Here is a list of the Regional Offices:

Easter Area Offices:

Baltimore Regional Office (Baltimore, MD) Boston VA Regional Office (Boston, MA) Buffalo Regional Office (Buffalo, NY) Cleveland Regional Office (Cleveland, OH) Detroit Regional Office (Detroit, MI) Hartford Regional Office (Newington, CT) Indianapolis Regional Office (Indianapolis, IN) Manchester Regional Office (Manchester, NH) New York Regional Office (New York, NY) Newark Regional Office (Newark, NJ) Philadelphia Regional Office and Insurance Center (Philadelphia, PA) Pittsburgh Regional Office (Pittsburgh, PA) Providence Regional Office (Providence, RI) Togus VA Medical/Regional Office Center (Augusta, ME) White River Junction Regional Office (White River Junction, VT) Wilmington Regional Office (Wilmington, DE)

Southern Area Offices:

Atlanta Regional Office (Decatur, GA) Columbia Regional Office (Columbia, SC) Huntington Regional Office (Huntington, WV) Jackson Regional Office (Jackson, MS) Louisville Regional Office (Louisville, KY) Montgomery Regional Office (Montgomery, AL) Nashville Regional Office (Nashville, TN) Roanoke Regional Office (Roanoke, VA) San Juan Regional Office (Hato Rey, PR) St. Petersburg Regional Office (St. Petersburg, FL) Washington D.C. Regional Office (Washington D.C., DC) Winston-Salem Regional Office (Winston-Salem, NC)

Central Area Offices:

Chicago Regional Office (Chicago, IL) Des Moines VA Regional Office (Des Moines, IA) Fargo Regional Office (Fargo, ND) Houston Regional Office (Houston, TX) Lincoln Regional Office (Lincoln, NE) Milwaukee Regional Office (Milwaukee, WI) Muskogee Regional Office (Muskogee, OK) New Orleans Regional Office (New Orleans, LA) North Little Rock Regional Office (North Little Rock, AR) Sioux Falls Regional Office (Sioux Falls, SD) St. Louis Regional Office (St. Louis, MO) St. Paul Regional Office (St.
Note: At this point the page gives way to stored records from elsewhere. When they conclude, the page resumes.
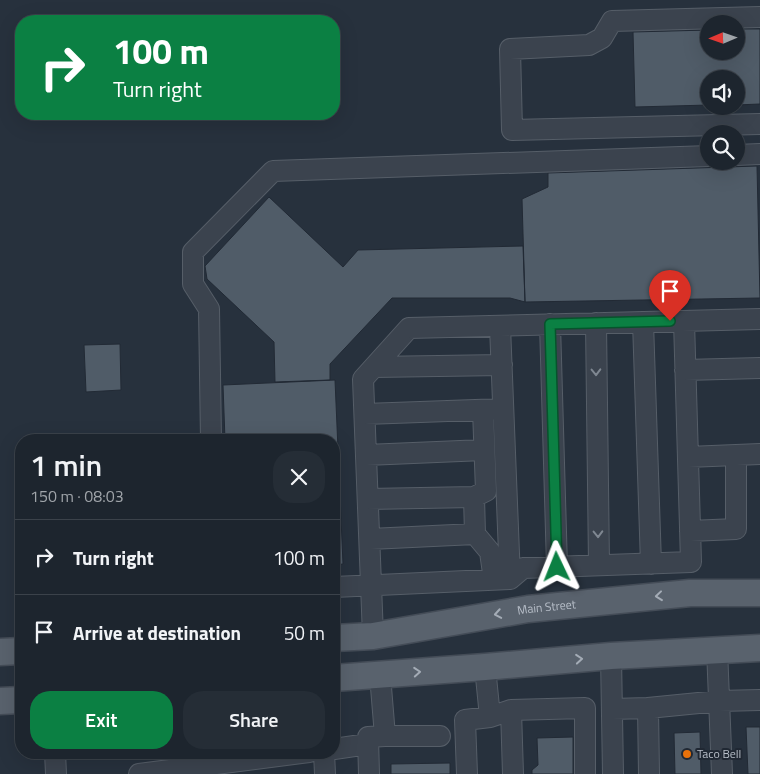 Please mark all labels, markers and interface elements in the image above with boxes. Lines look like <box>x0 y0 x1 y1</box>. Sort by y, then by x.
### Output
north arrow <box>700 15 745 60</box>
map controls <box>700 15 745 170</box>
text: 100 m <box>113 24 209 78</box>
icon: right <box>30 35 95 100</box>
button: sound <box>700 70 745 115</box>
text: Turn right <box>113 72 202 106</box>
button: search <box>700 125 745 170</box>
pin <box>649 270 691 321</box>
icon: arrive <box>656 277 684 305</box>
one-way arrow <box>591 368 601 376</box>
text: 1 min <box>30 442 102 488</box>
button: close <box>273 451 325 503</box>
text: 150 m · 08:03 <box>30 484 124 508</box>
one-way arrow <box>593 531 604 539</box>
position arrow <box>530 540 582 592</box>
icon: right <box>30 543 58 571</box>
text: Turn right <box>73 543 154 572</box>
text: 100 m <box>273 543 325 572</box>
one-way arrow <box>655 590 663 601</box>
street label: Main Street <box>516 594 577 620</box>
one-way arrow <box>493 609 502 619</box>
icon: arrive <box>30 618 58 646</box>
text: Arrive at destination <box>73 618 241 647</box>
text: 50 m <box>284 618 325 647</box>
one-way arrow <box>576 653 584 664</box>
one-way arrow <box>414 667 422 678</box>
button: Exit <box>30 691 173 749</box>
button: Share <box>183 691 325 749</box>
place label: Taco Bell <box>697 744 741 763</box>
marker: Taco Bell <box>681 748 693 760</box> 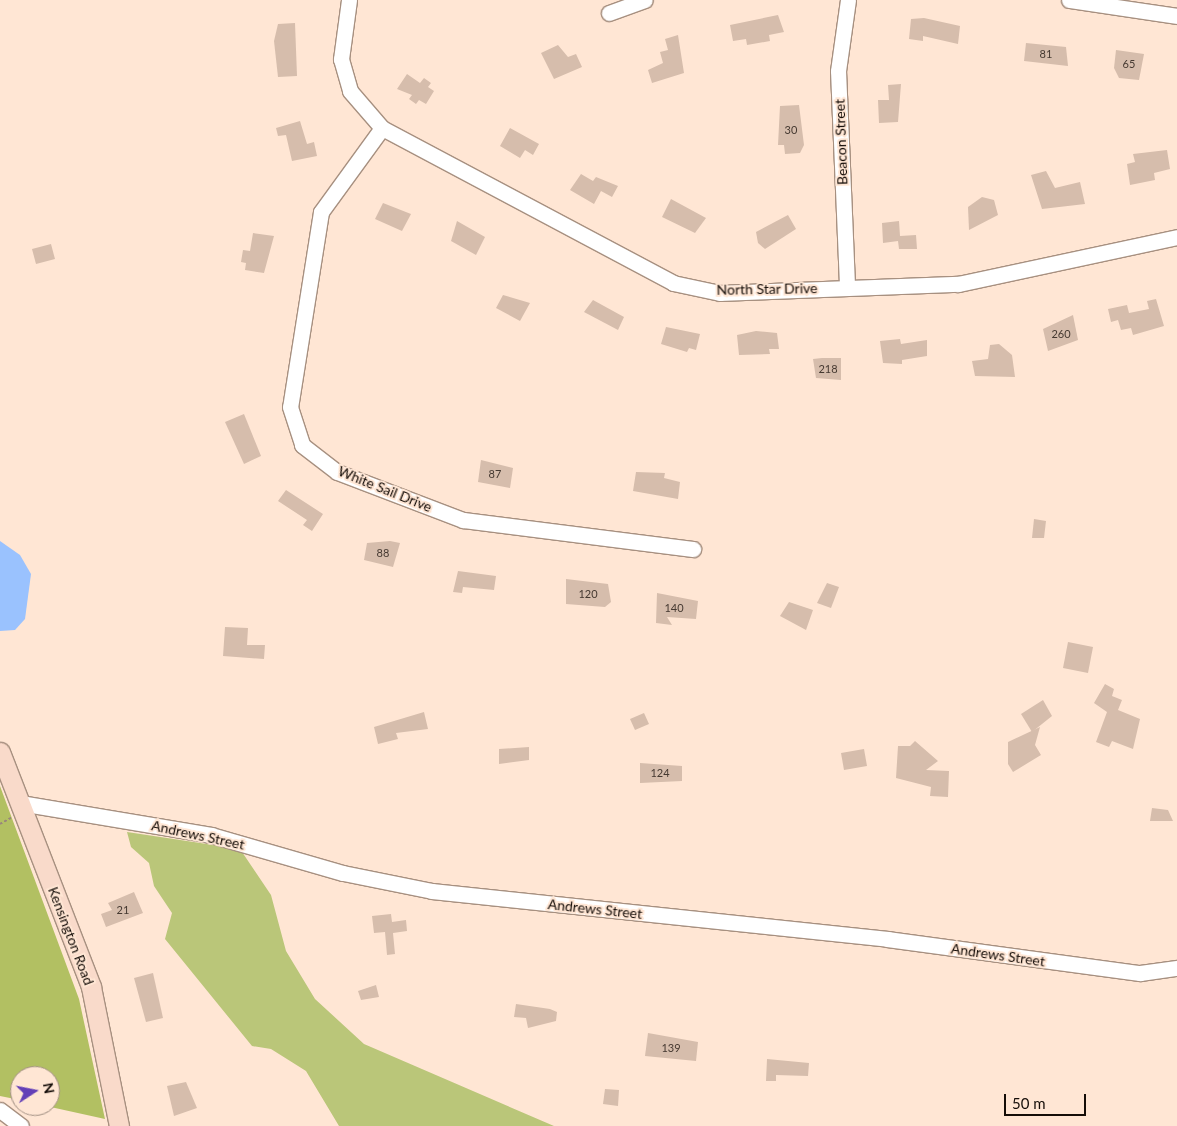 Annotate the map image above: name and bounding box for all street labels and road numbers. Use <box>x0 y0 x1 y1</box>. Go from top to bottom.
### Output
street label: Beacon Street <box>831 99 851 185</box>
street label: North Star Drive <box>716 280 818 298</box>
street label: White Sail Drive <box>336 463 434 515</box>
street label: Andrews Street <box>150 817 246 853</box>
street label: Kensington Road <box>45 885 97 987</box>
street label: Andrews Street <box>547 896 643 922</box>
street label: Andrews Street <box>950 940 1046 970</box> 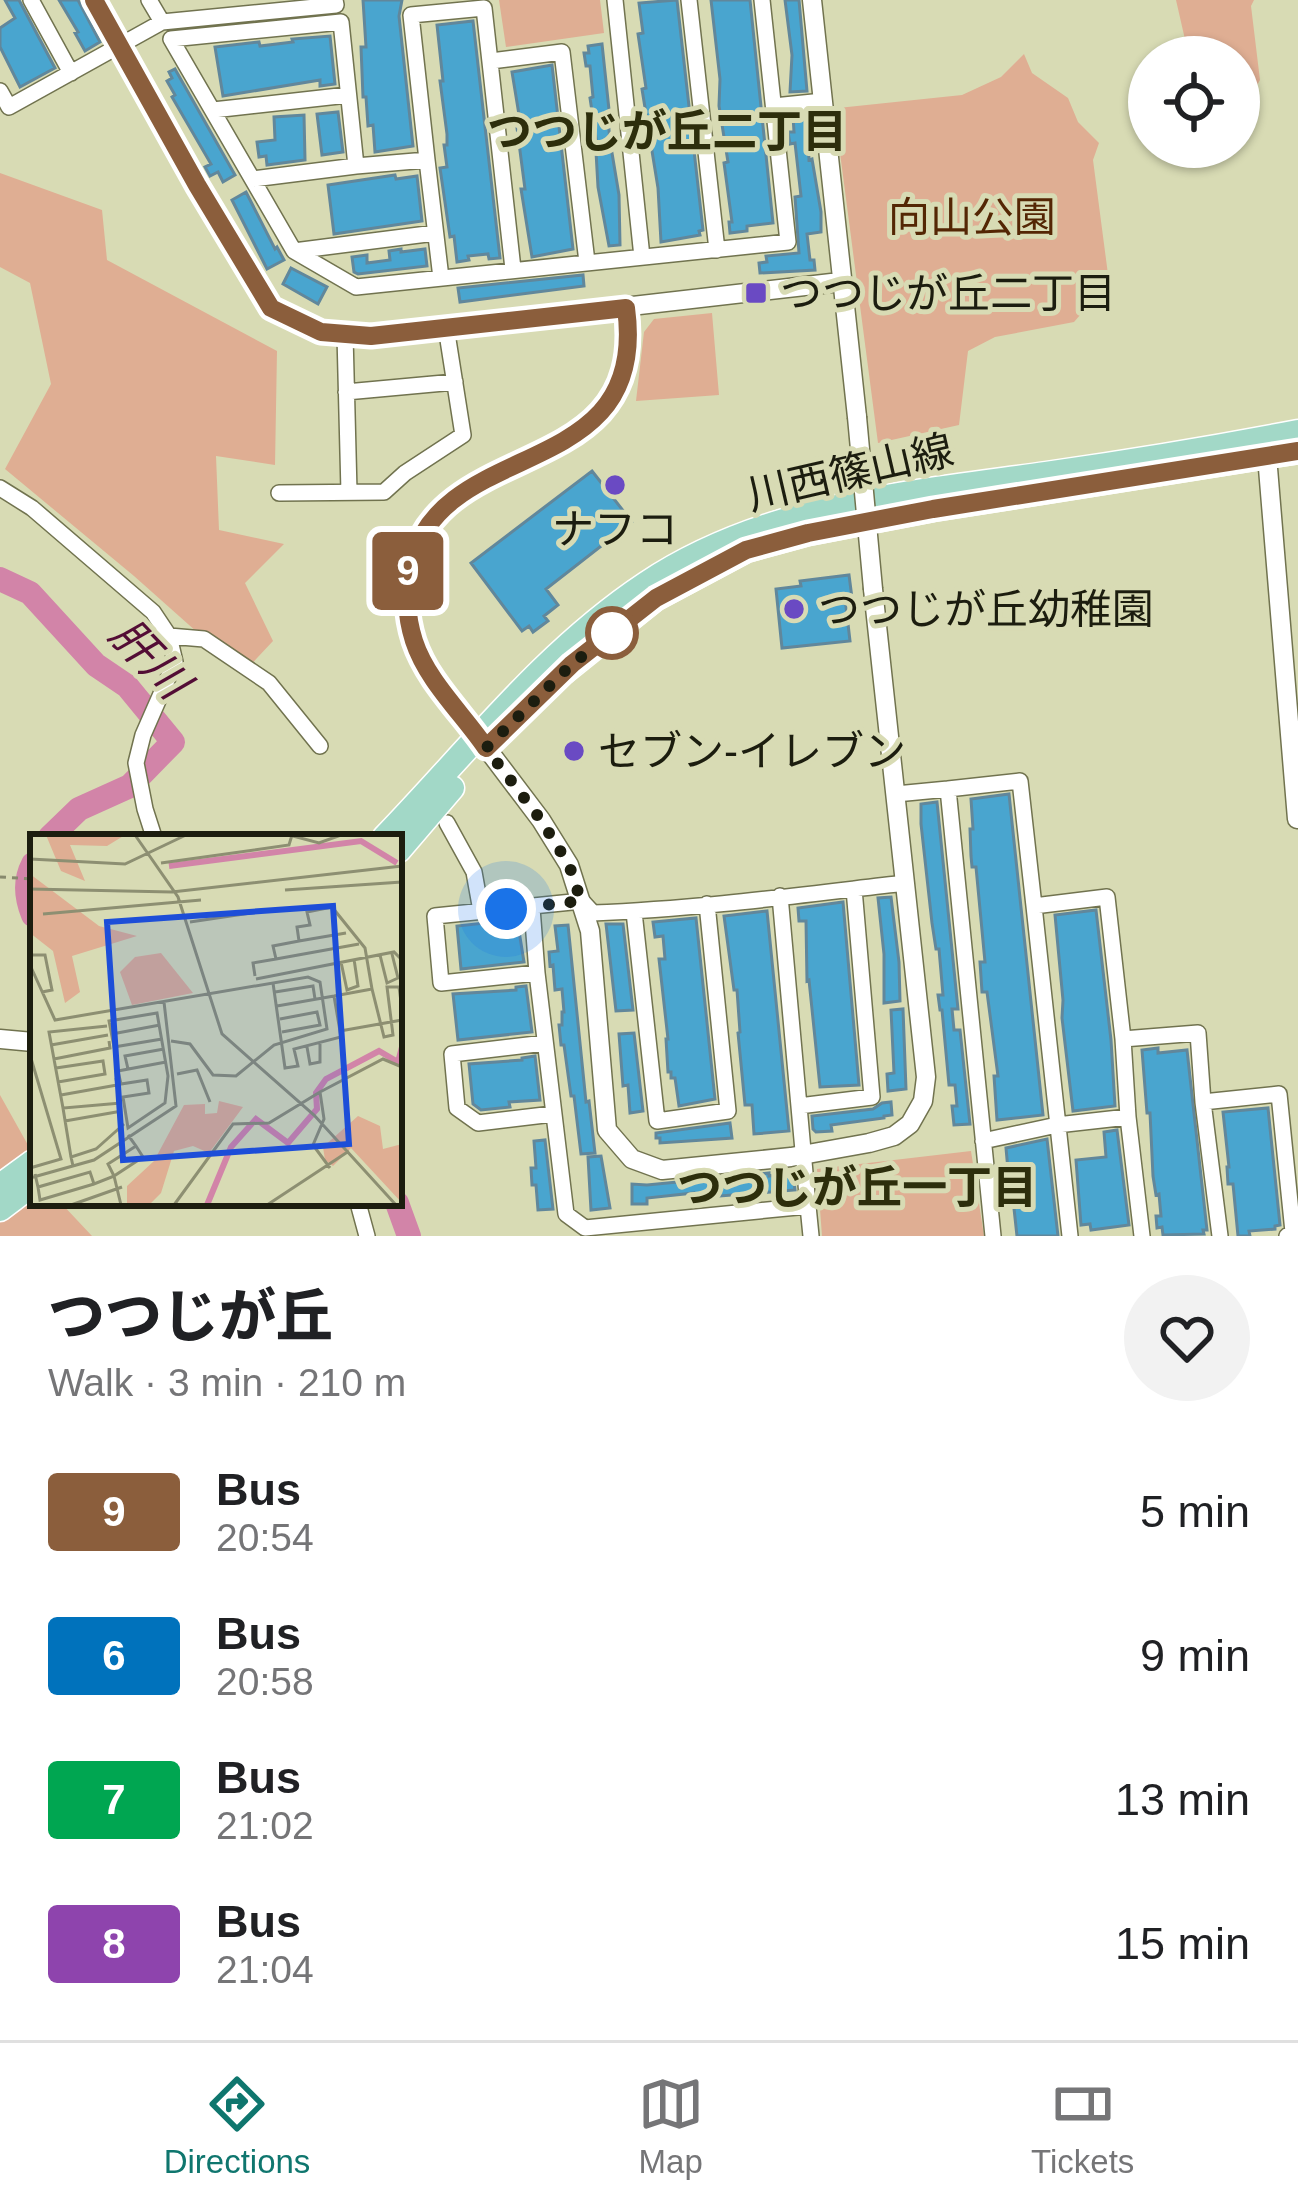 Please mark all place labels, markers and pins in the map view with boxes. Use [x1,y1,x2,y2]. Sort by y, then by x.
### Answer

Paul, MN) Waco Regional Office (Waco, TX) Wichita Regional Office (Wichita, KS)

Western Area Offices:

Albuquerque Regional Office (Albuquerque, NM) Anchorage Regional Office (Anchorage, AK) Boise Regional Office (Boise, ID) Cheyenne VA Medical / Regional Office Center (Cheyenne, WY) Denver Regional Office (Lakewood, CO) Fort Harrison Medical and Regional Office (Fort Harrison, MT) Honolulu Regional Office (Honolulu, HI) Los Angeles Regional Office (Los Angeles, CA) Manila Regional Office (0930 Manila, PI) Oakland Regional Office (Oakland, CA) Phoenix Regional Office (Phoenix, AZ) Portland Regional Office (Portland, OR) Reno Regional Office (Reno, NV) Salt Lake City Regional Office (Salt Lake City, UT) San Diego Regional Office (San Diego, CA) Seattle Regional Office (Seattle, WA)

I plan on applying online tomorrow for my payment. You can do so also at: http://www.va.gov/

Good luck! And let’s be honest for a minute, expect something not to go right. Expect your check to come a day late or your records not to be on file…something, anything. You’ve been in the Army, you know to expect the worse but hope for the best. While some say this plan came to let be grateful it came at all.

On a more personal note, this semester is kicking my ass. I was enrolled in five classes but recently withdrew from one. I had to quit one of my jobs (which I couldn't afford to do) just to have enough time to do my homework. I have a three day drill this weekend, a test on Monday, I need to get a tutor for German because I failed my first test, and my credit card is maxed out because I had to buy school books. Awesome! I need you Department of Veterans Affairs.